Na apresentação, fui além do post anterior, ao expor publicamente, pela primeira vez, uma reflexão sobre o papel de sons de objetos caindo na construção da trilha sonora e musical em Horas Breves. O impulso para gravar esse tipo de som está relacionado à temática da efemeridade explorada pelo coletivo no processo de criação deste trabalho. Mais especificamente, derivou do estudo de um material de referência sugerido pelo Sleepwalk Collective, com quem tivemos o prazer de colaborar nesse processo.

Todo es imposible 198 (Fermín Jiménez Landa, 2008)

Ao assistir o vídeo, depois de me dar conta que seriam tantos minutos com um objeto caindo após o outro, minha atenção voltou-se para o ritmo criado nas imagens. Esse ritmo resulta das diferenças entre os tempos de manutenção de equilíbrio e as maneiras e quantidades de rebotes de cada objeto ao atingir o chão.

Com essa impressão bem vívida, parti para coletar materiais que permitissem desenvolver o análogo sonoro desta composição de imagens em movimento. O ponto de partida foi a gravação do som de inúmeros objetos caindo. Todo esse material foi integrado ao acervo usado para compor as trilhas das cenas do espetáculo.

Os sons dos objetos caindo foram submetidos a três escutas e, consequentemente, três usos distintos na trilha.

A primeira escuta é a referencial, na qual se busca reconhecer a fonte de cada som. (Isso é uma moeda, aquilo é uma tampa de panela). Essa escuta resulta no uso dos materiais sonoros como sonoplastia, tal qual na cena em que a projeção da frase "Na cozinha, minha mãe quebra um copo" é acompanhada pelo som de um objeto de vidro caindo no chão. E quando quedas dos intérpretes são sincronizadas com sons de vários objetos caindo.

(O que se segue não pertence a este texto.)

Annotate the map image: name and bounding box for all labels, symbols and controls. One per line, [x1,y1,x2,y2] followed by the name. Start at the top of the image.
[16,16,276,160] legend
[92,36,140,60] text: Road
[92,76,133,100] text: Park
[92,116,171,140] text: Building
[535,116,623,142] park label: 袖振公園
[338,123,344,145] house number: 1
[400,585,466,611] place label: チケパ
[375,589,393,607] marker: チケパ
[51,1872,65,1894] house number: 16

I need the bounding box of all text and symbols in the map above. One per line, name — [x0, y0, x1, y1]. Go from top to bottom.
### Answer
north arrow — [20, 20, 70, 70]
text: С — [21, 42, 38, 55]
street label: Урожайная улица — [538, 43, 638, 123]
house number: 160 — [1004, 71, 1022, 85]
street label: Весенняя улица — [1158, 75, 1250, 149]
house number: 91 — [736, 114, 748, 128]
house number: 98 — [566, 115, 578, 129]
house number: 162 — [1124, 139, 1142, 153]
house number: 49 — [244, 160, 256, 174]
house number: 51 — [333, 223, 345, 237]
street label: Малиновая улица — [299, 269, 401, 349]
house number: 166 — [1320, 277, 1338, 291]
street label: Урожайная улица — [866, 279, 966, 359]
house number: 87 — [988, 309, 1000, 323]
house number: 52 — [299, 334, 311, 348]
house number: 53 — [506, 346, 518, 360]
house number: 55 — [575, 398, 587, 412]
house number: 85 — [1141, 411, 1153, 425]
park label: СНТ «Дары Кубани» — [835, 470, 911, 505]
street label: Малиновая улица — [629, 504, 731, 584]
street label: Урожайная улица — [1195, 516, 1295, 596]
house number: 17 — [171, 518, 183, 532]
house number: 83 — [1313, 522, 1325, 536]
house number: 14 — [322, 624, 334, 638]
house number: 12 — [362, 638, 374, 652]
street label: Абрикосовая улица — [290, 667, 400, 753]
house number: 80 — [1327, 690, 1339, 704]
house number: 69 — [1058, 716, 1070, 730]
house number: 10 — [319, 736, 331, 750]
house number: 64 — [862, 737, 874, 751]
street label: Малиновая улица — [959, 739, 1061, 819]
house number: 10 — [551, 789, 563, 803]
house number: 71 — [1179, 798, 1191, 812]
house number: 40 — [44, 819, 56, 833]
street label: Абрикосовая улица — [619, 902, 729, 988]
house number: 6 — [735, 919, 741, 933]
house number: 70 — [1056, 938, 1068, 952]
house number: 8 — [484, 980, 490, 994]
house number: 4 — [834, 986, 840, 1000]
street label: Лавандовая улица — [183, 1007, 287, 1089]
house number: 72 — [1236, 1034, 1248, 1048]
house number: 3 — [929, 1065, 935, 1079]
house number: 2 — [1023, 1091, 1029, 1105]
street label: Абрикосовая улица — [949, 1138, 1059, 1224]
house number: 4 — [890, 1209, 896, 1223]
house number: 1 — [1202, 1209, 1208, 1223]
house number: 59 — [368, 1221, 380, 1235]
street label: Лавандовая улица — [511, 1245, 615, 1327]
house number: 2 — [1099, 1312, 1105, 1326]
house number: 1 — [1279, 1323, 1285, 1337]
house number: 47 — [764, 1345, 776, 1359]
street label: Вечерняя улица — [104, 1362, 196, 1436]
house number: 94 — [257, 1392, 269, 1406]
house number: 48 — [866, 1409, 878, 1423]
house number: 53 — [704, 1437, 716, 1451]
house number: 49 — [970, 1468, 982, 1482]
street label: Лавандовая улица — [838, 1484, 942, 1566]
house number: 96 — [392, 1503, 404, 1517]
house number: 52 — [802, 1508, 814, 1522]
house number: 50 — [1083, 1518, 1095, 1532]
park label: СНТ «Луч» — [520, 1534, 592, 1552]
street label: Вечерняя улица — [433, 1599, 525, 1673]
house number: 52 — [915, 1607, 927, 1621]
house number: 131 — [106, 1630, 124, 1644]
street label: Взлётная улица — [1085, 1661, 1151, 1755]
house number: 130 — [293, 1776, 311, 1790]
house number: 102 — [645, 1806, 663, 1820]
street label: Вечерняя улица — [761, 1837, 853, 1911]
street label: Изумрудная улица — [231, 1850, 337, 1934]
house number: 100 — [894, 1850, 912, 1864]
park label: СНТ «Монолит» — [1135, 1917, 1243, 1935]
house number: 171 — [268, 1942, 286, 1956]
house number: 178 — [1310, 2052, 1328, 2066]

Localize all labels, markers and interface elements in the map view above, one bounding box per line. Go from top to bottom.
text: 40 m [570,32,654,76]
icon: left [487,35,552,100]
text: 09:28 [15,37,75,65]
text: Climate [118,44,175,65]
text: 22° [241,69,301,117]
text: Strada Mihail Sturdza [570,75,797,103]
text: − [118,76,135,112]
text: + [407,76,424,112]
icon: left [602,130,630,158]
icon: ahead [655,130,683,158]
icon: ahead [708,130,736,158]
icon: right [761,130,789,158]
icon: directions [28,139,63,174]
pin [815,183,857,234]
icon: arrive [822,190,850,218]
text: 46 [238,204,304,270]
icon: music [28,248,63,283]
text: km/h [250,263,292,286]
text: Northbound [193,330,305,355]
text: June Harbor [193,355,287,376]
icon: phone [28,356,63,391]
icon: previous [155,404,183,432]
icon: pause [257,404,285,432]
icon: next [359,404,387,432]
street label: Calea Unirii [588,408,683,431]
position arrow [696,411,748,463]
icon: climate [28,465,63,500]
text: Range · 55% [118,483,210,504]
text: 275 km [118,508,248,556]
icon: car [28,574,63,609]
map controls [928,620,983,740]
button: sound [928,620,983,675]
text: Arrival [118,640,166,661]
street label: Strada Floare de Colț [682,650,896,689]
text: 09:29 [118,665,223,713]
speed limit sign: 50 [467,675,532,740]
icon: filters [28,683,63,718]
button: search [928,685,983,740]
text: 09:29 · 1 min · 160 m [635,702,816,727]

A segunda escuta é a reduzida, na qual a atenção se concentra em parâmetros do som, como intensidade, duração, timbre e altura. (Esse som é mais forte que o anterior. Muito agudo. Intervalos cada vez mais curtos entre cada repetição.) Na trilha, há cenas ou trechos de cenas acompanhados por sucessões de sons de objetos caindo, com efeito análogo ao vídeo de Landa. Seu valor expressivo resulta justamente da flutuação relativamente imprevisível dos parâmetros, construindo sentidos de fatalidade e transitoriedade.

A terceira escuta é musical em que os sons são ouvidos como camadas em estruturas rítmicas e harmônicas. (Pulso constante. Fim de uma frase. Padrão rítmico.) Ao construir as músicas para as coreografias, os sons dos objetos quando caem no chão são incorporados ao fluxo musical, como percussão.

O trânsito ou mesmo sobreposição entre os tipos de escuta, guiou minhas escolhas criativas. A abordagem desses sons é um dos principais dispositivos que permite levar à cabo minha proposta de composição para a cena (de buscar delimitar um universo sonoro peculiar para cada espetáculo) em Horas Breves.